■ **RECORDS FOR THIS EXERCISE**:
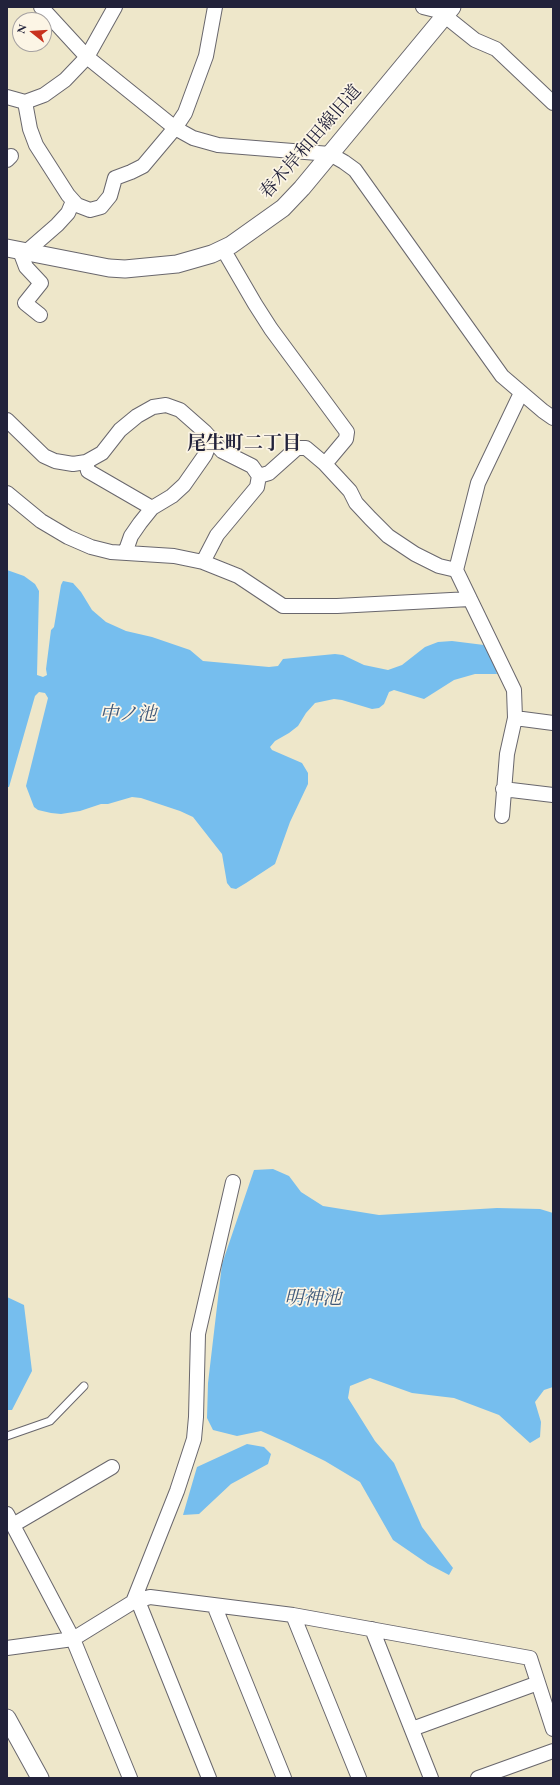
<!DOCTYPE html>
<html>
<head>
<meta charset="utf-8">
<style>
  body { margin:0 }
  #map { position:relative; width:560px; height:1785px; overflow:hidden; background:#eee7ca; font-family:"EB Garamond",serif }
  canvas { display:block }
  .frame { position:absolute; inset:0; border:8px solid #22223b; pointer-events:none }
  .north { position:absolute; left:12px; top:12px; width:40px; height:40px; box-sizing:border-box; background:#fcf5e5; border:1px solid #a5a1a1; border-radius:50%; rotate:287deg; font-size:11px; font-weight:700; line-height:16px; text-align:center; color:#22223b }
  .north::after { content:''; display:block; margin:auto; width:14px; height:18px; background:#c8321e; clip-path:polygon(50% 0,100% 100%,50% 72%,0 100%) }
</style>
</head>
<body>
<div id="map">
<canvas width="560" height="1785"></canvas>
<div class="frame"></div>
<div class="north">N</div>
</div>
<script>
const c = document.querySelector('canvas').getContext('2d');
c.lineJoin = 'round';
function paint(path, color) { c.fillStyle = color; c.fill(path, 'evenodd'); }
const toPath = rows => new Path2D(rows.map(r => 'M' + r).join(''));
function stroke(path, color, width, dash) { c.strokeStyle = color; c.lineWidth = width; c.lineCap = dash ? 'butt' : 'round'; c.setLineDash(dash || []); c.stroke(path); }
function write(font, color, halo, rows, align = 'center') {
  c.font = font + ' "EB Garamond","Noto Serif JP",serif'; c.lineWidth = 3.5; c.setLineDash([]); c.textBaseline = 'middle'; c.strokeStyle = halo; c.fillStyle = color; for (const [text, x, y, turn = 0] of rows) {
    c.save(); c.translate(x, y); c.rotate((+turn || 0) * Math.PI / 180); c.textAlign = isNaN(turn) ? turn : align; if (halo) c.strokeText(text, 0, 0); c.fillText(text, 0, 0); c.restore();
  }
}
const water = toPath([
  [7,570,24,576,35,584,39,591,37,675,43,677,47,675,46,669,51,630,54,627,61,585,63,581,73,583,81,592,92,610,106,622,126,631,152,637,190,650,203,661,269,667,278,666,283,659,335,654,343,655,364,665,388,670,402,665,425,647,438,642,452,641,484,645,495,666,497,674,475,674,454,680,424,699,394,690,389,692,384,704,379,708,372,709,342,700,334,699,315,703,306,713,298,726,289,733,275,741,270,747,272,750,302,763,308,773,308,784,290,822,275,864,246,883,236,889,231,888,227,883,222,854,193,817,180,811,141,798,132,797,108,804,101,804,80,811,61,814,51,813,38,810,34,807,26,786,48,698,45,693,39,692,35,696,9,787,7,787],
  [273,1169,289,1176,301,1192,323,1206,379,1215,497,1208,540,1209,553,1213,553,1387,544,1390,535,1402,541,1422,540,1437,530,1443,499,1415,454,1398,412,1393,370,1378,350,1386,348,1398,375,1441,394,1463,422,1527,453,1568,449,1575,428,1564,393,1540,360,1482,325,1461,288,1443,261,1431,237,1436,213,1430,207,1418,208,1383,222,1264,254,1170],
  [7,1297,24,1305,32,1371,12,1410,7,1410],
  [247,1444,264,1447,271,1454,268,1464,231,1484,199,1514,183,1515,197,1467]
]);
const service = toPath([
  [7,1436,50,1421,84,1386]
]);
const minor = toPath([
  [41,7,87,57,175,128,193,138,218,145,330,154,344,162,355,170,502,376,543,411,553,418],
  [423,7,447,13],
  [445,16,475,40,496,49,553,103],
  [7,97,25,102,44,95,65,80,87,57,115,7],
  [25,102,30,129,36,145,68,195,77,205,90,210,101,207,110,196,115,178,131,172,143,166,175,128,185,113,206,56,215,7],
  [7,160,11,156],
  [223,249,255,304,271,329,347,432,346,439,325,464],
  [20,251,26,267,41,283,25,303,40,315],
  [26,252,57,225,68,213,73,201],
  [7,420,44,456,55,461,73,464,86,462,102,453,120,430,137,416,153,407,166,405,180,410,205,432,222,451,252,466,259,476,257,487,217,535,203,562],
  [86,462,88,471,152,508],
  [259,476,269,473,297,448,306,448,325,464,350,491,356,503,370,518,388,536,415,554,439,566,456,570],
  [7,493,41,521,68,537,91,547,111,552,174,556,203,562,238,576,283,606,337,606,470,599],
  [125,553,131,536,140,523,152,508,172,496,184,485,205,455,211,440],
  [515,718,553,723],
  [503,789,553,795],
  [502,816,507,754,515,718,514,690,456,570,478,483,521,393],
  [7,1514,73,1639,130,1778],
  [13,1525,112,1467],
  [138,1601,209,1778],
  [133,1602,177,1491,194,1439,196,1417,198,1334,233,1182],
  [214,1605,284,1778],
  [293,1615,359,1778],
  [372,1629,431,1778],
  [7,1648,73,1639,133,1602,150,1597,293,1615,530,1658,553,1729],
  [412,1729,538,1683],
  [478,1778,553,1751]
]);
const tertiary = toPath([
  [7,248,109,268,125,269,177,264,212,254,231,245,283,208,302,188,452,7],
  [7,1718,40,1778]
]);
const streetNames = [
  ["春木岸和田線旧道",311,142,-49]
];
const neighbourhoodNames = [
  ["尾生町二丁目",244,444]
];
const waterNames = [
  ["中ノ池",128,715],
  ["明神池",313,1299]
];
paint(water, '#76beee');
stroke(service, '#69676d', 9);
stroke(minor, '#69676d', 16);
stroke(tertiary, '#69676d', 19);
stroke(service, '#fff', 7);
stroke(minor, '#fff', 14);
stroke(tertiary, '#fff', 17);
write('18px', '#22223b', '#fcf5e5', streetNames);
write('bold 19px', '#22223b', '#fcf5e5', neighbourhoodNames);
write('italic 19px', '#3f597a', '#fcf5e5', waterNames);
</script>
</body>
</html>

■ **AIM OF THE EXERCISE**:
A copy of each line above that holds the word "function" is the expected answer.

■ **EXERCISE RESPONSE**:
function paint(path, color) { c.fillStyle = color; c.fill(path, 'evenodd'); }
function stroke(path, color, width, dash) { c.strokeStyle = color; c.lineWidth = width; c.lineCap = dash ? 'butt' : 'round'; c.setLineDash(dash || []); c.stroke(path); }
function write(font, color, halo, rows, align = 'center') {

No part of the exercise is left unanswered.